__AIM OF THE TASK__
Could you give the number of lines in the entries below that contain the word "bottom"? Only the number is wanted.

__INFORMATION GIVEN__

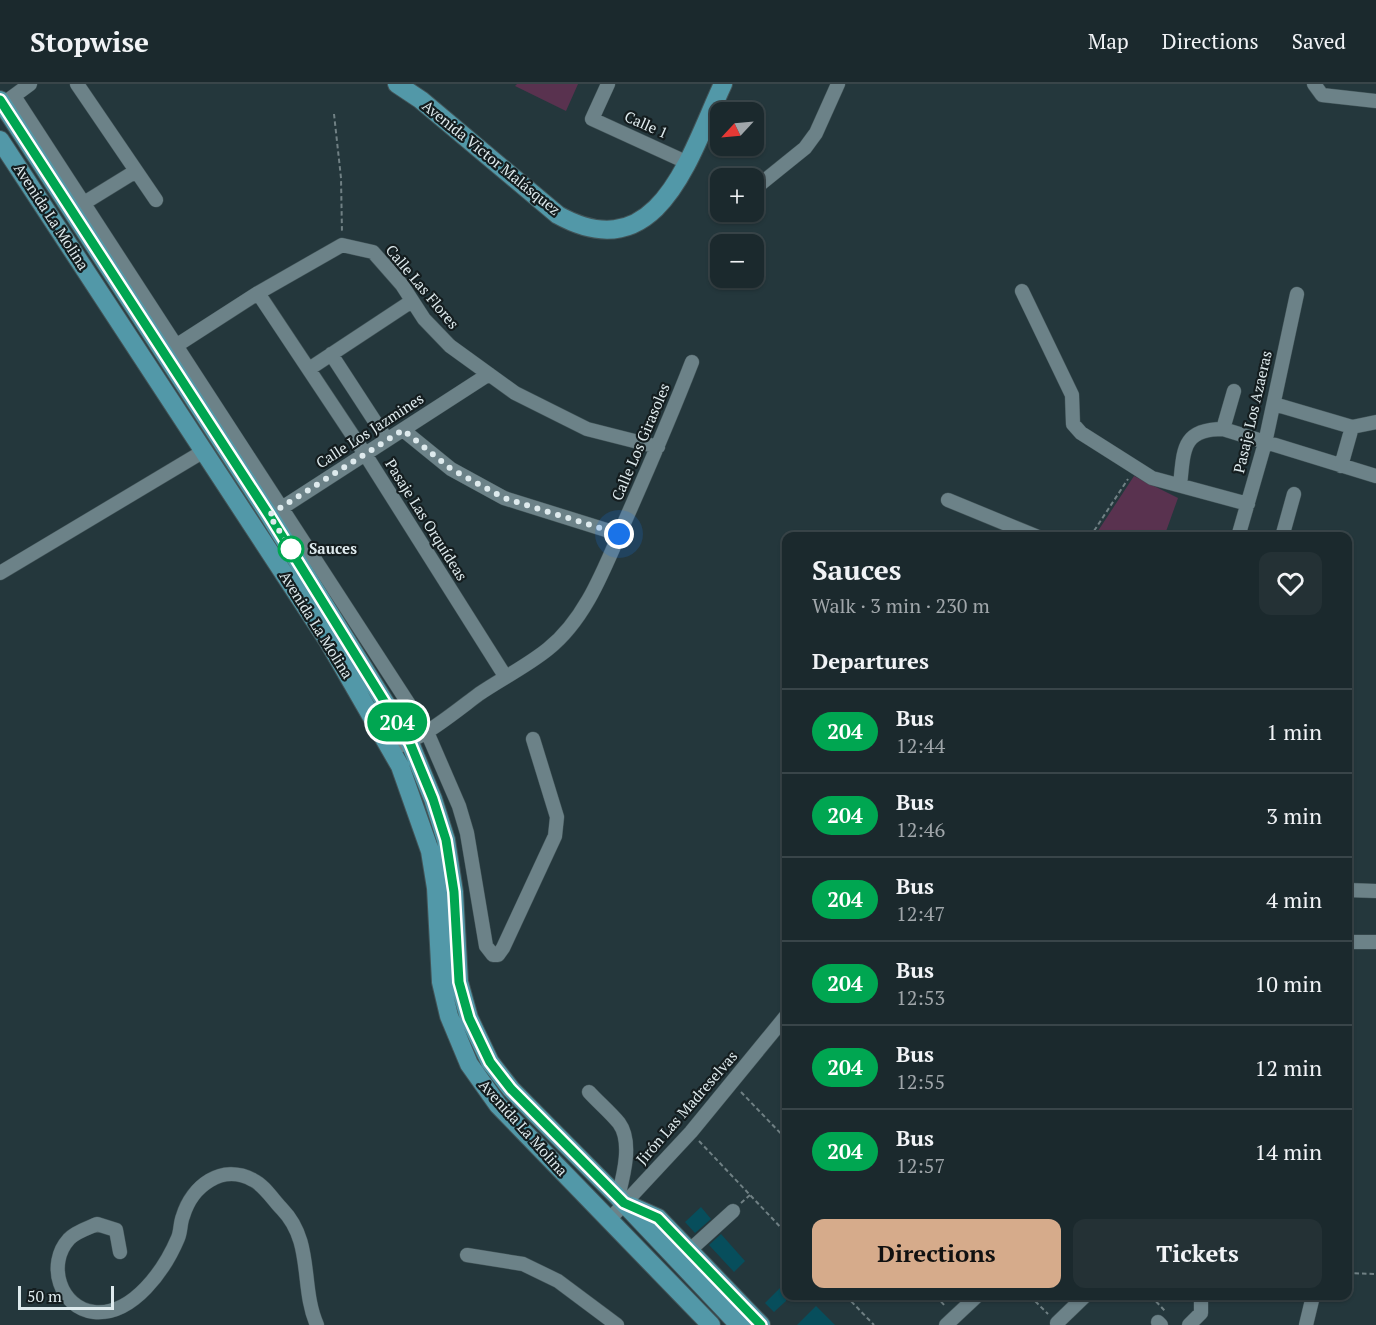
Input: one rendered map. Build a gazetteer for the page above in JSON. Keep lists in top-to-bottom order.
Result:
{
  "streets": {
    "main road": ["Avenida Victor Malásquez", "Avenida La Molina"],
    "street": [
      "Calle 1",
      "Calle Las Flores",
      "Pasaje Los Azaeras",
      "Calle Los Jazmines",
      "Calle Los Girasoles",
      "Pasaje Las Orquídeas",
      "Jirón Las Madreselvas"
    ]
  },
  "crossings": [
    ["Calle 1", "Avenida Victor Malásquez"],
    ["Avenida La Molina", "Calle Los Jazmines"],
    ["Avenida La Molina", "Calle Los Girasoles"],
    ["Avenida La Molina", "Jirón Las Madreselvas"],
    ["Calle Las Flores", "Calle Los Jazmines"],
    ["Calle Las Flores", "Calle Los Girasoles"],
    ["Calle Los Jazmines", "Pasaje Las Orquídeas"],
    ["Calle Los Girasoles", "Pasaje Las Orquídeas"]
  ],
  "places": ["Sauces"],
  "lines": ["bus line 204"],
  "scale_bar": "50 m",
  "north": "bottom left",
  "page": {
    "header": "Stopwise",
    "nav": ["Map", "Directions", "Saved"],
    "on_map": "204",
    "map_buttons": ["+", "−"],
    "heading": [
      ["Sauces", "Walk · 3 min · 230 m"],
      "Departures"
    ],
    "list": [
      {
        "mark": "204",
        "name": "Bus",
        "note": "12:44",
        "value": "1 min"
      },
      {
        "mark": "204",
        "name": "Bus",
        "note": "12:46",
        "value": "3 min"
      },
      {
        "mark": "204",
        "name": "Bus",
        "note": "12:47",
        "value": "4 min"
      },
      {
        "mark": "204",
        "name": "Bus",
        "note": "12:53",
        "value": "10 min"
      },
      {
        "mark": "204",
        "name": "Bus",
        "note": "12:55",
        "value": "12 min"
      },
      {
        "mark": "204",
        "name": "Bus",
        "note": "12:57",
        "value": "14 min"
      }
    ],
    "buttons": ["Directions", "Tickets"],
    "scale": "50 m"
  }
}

__COMPLETED TASK__
2